RECORDS FOR THE TASK:
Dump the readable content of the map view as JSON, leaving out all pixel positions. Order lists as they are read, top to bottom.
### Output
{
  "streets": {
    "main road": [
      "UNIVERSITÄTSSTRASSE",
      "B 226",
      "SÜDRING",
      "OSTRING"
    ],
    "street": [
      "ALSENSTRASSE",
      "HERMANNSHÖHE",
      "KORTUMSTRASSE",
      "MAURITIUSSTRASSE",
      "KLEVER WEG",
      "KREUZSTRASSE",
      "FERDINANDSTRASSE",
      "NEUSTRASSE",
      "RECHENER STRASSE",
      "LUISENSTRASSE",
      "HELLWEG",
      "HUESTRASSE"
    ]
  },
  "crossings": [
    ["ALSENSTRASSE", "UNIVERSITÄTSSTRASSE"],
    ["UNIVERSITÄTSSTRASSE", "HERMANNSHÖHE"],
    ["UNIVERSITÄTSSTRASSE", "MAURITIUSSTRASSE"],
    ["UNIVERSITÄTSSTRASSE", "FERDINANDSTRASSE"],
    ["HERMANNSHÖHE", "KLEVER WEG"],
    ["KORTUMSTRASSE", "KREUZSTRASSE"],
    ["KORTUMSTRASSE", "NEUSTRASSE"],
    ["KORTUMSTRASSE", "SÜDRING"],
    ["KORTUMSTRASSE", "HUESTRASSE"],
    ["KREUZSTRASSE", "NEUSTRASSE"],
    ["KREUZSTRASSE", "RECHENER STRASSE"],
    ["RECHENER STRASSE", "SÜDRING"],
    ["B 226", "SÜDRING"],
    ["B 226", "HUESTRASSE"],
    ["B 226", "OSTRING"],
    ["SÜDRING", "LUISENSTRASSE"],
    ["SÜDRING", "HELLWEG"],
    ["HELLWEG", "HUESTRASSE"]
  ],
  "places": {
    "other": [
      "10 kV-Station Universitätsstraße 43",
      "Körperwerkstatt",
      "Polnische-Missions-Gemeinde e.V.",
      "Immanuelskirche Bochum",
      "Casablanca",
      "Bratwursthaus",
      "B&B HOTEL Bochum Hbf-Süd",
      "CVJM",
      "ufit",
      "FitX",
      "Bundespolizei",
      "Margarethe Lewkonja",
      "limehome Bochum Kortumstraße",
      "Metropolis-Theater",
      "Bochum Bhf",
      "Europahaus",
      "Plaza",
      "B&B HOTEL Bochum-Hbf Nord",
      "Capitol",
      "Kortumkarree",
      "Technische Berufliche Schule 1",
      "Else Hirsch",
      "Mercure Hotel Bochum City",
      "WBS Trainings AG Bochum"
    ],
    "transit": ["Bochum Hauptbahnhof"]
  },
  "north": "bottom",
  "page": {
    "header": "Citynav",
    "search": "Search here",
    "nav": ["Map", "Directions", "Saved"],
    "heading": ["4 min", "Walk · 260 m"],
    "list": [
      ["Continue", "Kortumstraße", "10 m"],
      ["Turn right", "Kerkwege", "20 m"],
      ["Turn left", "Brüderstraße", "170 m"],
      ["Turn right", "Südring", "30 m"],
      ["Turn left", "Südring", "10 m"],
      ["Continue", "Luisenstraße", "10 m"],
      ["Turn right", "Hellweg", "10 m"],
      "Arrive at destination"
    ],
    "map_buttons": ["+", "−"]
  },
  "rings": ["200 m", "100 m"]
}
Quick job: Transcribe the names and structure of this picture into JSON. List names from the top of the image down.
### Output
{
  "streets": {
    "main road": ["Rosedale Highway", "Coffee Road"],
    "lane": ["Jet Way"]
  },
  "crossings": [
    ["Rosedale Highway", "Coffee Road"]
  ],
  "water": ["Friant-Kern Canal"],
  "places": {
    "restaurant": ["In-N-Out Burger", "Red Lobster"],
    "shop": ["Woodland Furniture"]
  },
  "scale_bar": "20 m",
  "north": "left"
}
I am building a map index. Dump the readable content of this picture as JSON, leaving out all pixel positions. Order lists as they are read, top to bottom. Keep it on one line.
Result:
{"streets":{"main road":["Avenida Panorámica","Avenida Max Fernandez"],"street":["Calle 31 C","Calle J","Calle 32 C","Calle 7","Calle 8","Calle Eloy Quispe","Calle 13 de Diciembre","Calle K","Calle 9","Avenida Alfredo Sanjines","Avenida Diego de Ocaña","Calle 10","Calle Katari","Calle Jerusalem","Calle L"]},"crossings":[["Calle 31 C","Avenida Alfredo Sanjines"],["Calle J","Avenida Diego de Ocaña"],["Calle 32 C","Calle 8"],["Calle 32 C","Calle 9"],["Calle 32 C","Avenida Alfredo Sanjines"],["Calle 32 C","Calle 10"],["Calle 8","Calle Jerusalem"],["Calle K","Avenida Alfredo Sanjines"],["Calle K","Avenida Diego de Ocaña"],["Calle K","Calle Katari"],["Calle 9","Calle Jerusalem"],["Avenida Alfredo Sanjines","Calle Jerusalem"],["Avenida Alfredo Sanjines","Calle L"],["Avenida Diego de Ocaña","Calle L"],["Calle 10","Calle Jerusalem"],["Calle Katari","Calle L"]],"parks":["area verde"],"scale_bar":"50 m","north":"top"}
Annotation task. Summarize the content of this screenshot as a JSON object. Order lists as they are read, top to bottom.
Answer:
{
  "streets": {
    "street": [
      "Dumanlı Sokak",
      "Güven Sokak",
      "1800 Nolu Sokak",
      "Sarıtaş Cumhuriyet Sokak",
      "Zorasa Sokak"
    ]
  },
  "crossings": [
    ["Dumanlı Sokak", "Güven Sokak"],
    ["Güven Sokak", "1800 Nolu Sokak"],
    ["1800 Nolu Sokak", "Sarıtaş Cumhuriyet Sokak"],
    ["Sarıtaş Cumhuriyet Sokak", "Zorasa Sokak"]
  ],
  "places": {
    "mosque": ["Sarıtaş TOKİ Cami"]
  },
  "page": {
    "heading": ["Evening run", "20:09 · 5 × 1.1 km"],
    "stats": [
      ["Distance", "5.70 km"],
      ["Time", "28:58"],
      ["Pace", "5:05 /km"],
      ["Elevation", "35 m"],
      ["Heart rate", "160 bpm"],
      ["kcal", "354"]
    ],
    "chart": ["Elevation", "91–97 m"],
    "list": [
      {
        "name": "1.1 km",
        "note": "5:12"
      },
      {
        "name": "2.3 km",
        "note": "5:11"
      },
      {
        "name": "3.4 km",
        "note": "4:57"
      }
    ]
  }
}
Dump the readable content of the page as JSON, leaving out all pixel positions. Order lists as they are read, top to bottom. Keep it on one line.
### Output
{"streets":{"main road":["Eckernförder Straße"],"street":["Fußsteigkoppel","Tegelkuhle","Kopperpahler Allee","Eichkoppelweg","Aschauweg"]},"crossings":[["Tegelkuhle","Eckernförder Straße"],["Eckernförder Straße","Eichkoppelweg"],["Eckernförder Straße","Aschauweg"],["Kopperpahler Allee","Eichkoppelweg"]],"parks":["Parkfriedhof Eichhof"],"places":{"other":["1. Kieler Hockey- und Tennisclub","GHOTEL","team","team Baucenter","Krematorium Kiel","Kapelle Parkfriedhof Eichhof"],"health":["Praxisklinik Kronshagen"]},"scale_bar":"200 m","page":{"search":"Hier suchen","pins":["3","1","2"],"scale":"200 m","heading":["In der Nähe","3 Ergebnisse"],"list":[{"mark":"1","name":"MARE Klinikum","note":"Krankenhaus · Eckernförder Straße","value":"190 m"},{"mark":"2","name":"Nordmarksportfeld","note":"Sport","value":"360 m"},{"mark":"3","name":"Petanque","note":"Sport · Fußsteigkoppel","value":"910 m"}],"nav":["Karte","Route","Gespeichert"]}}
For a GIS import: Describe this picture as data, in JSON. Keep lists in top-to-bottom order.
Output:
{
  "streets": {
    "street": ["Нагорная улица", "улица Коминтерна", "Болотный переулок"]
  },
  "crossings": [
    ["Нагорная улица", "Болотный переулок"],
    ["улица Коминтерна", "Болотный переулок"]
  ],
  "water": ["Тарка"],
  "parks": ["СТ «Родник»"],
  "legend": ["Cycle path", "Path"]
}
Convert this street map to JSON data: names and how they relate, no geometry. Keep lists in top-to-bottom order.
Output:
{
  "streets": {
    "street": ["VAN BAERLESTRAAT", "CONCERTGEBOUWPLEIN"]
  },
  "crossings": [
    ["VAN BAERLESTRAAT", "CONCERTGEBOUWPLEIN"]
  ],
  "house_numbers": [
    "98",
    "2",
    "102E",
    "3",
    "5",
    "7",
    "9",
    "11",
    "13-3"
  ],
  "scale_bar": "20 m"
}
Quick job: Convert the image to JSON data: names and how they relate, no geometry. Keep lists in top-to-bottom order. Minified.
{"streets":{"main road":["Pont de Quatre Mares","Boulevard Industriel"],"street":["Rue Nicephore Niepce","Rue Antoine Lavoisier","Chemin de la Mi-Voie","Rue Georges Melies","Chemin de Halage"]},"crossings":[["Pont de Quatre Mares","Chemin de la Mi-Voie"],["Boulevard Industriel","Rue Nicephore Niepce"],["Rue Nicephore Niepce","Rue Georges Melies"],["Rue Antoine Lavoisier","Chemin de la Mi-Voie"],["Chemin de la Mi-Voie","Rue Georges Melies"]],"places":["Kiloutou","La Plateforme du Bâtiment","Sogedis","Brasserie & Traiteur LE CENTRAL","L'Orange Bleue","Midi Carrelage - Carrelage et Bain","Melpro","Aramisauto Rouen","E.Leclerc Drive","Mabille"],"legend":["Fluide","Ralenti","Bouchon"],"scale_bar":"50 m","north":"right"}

REQUIREMENT: Count the lines in the material above where the word "Dump" occurs, and reply with nothing but the number.

WRITTEN RESPONSE: 3